Reputation: 15329
I'm writing this script that takes in t and uses it in test.js. I'm going to have the output be emailed to me and my collegues.
% mongo my_db --eval 't=9999;' --quiet test.js
9999
------------------------------------------------
Info about stuff going back 9999 days to 2012-08-17.
------------------------------------------------
Stuff x: 433321 (12.43%)
Stuff y: 2723426 (81.57%)
Total: 4524524524
Is there a way to not have what I pass in to --eval be outputted to console so I don't have that dangling '9999' at the top of my results?
Edit: This may be a bug with the --quiet option
See: https://jira.mongodb.org/browse/SERVER-4391
Upvotes: 7
Views: 12755
Reputation: 2523
I realize it has been a while. Posting a solution, hoping it might help someone who landed into this.

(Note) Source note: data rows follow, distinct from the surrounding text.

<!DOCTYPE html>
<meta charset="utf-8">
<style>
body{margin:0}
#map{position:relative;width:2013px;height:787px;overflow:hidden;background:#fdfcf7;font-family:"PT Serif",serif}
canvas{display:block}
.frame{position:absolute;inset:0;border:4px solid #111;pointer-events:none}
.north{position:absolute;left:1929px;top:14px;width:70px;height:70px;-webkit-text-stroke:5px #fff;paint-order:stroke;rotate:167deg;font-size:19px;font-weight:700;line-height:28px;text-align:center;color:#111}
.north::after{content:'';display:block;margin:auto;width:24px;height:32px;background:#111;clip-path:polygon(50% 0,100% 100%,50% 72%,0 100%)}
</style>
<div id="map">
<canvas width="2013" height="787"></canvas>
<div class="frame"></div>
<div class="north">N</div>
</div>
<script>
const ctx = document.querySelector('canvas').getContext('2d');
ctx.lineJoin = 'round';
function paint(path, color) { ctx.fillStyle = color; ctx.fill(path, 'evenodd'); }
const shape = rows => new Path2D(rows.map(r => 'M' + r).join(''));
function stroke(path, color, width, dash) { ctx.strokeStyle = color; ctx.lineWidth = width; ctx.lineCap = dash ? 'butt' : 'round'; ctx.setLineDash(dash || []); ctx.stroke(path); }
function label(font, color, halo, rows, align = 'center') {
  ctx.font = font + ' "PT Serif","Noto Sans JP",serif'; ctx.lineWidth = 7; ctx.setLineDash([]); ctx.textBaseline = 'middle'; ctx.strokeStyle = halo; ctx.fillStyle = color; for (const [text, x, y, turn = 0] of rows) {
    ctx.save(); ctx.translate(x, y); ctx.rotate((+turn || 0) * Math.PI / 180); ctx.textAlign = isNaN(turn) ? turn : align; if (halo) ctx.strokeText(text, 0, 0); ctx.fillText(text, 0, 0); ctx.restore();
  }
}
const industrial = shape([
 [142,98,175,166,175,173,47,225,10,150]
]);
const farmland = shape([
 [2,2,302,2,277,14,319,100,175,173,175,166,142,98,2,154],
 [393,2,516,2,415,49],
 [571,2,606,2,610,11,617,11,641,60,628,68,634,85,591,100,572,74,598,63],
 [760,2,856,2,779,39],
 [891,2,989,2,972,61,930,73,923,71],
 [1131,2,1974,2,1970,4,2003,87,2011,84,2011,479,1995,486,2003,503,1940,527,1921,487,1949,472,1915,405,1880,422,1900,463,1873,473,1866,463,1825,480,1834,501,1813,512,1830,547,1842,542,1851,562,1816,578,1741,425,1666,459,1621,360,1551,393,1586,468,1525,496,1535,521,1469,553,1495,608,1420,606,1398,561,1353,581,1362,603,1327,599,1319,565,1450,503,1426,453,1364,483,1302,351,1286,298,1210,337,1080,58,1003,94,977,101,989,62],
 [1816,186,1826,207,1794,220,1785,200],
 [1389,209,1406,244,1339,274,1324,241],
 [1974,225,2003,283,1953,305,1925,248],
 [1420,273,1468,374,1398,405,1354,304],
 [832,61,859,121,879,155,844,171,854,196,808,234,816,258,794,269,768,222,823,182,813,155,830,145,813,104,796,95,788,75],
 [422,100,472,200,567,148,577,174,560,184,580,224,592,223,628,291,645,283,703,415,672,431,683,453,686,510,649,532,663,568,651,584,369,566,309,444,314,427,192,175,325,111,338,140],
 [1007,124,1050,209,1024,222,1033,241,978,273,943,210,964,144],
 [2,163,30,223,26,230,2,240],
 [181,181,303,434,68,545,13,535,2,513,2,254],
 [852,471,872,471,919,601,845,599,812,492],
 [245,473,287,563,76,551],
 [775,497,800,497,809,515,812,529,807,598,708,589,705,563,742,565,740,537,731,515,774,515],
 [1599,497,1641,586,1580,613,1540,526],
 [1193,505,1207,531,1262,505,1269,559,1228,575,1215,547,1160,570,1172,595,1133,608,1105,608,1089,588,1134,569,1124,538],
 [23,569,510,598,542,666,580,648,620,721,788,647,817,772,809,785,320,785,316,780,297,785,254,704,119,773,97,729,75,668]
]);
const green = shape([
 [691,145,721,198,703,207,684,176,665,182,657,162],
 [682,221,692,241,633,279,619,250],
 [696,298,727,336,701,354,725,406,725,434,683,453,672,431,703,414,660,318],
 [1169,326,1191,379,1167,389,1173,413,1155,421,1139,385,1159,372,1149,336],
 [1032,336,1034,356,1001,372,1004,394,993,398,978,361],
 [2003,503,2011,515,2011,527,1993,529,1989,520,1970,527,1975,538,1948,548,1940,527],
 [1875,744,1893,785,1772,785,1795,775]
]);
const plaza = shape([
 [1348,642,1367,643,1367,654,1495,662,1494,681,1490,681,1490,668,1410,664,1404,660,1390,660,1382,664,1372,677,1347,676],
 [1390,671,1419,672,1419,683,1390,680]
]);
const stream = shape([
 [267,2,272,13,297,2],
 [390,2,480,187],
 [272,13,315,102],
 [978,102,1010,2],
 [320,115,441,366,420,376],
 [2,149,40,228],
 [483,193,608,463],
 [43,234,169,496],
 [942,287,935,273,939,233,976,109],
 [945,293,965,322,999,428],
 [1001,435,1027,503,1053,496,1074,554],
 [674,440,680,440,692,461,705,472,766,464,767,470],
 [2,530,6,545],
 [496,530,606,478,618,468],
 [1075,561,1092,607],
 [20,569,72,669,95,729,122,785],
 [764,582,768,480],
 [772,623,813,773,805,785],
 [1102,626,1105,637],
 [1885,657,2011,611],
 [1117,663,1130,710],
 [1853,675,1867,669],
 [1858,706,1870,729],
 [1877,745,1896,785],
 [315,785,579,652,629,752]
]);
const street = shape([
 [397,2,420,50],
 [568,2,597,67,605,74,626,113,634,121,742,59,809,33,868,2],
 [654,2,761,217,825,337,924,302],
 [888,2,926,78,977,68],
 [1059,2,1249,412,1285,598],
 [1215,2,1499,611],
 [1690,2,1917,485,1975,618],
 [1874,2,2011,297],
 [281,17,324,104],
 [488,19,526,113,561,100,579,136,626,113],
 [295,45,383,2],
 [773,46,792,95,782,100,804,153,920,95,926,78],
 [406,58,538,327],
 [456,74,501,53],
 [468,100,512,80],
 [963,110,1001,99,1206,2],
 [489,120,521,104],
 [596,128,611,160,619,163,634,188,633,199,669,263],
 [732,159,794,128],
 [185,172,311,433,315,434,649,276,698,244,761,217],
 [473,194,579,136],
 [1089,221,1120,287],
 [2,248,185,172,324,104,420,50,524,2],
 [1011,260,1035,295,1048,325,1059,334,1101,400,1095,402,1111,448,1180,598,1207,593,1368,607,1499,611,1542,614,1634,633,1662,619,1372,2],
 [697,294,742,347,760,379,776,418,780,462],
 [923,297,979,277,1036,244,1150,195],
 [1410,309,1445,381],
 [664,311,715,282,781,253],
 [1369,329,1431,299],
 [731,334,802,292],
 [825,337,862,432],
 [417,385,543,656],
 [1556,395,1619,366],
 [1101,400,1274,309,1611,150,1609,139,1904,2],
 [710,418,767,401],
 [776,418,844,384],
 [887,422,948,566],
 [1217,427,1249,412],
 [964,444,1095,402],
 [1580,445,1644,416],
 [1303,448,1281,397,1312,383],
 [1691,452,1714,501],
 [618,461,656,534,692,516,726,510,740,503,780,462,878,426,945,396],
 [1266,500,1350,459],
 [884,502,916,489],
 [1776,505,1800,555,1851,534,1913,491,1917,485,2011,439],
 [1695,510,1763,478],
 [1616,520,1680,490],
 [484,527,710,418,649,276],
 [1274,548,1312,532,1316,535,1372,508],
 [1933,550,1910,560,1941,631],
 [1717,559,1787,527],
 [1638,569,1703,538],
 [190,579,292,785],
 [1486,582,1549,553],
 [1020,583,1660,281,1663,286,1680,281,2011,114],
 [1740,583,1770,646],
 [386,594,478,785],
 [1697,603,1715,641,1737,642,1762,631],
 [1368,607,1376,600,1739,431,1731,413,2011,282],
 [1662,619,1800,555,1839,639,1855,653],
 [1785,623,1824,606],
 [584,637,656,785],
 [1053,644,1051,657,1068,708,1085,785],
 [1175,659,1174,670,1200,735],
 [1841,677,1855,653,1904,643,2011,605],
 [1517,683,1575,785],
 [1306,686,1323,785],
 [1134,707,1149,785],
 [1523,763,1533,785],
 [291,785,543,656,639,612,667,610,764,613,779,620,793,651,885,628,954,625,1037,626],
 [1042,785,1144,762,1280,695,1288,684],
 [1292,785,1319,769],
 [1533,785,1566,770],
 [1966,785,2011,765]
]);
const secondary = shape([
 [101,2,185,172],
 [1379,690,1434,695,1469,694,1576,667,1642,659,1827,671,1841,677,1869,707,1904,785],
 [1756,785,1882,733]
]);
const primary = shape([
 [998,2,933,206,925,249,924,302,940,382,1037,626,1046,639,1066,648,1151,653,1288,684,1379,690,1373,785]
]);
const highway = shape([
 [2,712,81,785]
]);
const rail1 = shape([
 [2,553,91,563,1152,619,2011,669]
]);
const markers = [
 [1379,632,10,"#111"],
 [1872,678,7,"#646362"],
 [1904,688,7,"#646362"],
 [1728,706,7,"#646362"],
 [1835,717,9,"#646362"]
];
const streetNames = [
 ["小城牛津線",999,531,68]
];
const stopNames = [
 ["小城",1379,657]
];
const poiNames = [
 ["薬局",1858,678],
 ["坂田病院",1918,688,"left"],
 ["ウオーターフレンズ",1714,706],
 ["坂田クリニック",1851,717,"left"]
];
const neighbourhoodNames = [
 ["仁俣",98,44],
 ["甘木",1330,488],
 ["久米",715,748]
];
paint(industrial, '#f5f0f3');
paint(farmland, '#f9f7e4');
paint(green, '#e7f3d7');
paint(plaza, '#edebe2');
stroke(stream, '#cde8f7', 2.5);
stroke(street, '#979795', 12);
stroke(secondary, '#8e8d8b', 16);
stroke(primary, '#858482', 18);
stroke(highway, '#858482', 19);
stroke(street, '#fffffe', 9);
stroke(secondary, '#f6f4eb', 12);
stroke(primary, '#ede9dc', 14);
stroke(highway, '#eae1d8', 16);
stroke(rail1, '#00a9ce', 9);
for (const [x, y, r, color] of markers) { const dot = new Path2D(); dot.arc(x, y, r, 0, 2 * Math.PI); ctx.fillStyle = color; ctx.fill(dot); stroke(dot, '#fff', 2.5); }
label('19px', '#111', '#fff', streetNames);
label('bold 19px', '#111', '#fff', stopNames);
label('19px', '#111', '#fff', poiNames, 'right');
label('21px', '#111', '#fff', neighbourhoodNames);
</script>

Prefixing a command with a void usually silences outputs.
For example, try:
$ mongo <server>/db script.js --eval 'void (yyyymm="2011-11")'
(NOTE: brackets are important)
Upvotes: -1
Reputation: 1433
Just in case anybody stumbles over this issue. I had the same problem and got an answer on that solves the problem without shell magic:
Use result from mongodb in shell script
Upvotes: 1
Reputation: 21692
Bit of a hack, but until that bug gets fixed you could just pipe to tail +2
first and that would exclude the output you do not want, something like:
% mongo my_db --eval 't=9999;' --quiet test.js | tail +2
This worked for me in a quick test to leave out the 9999 line.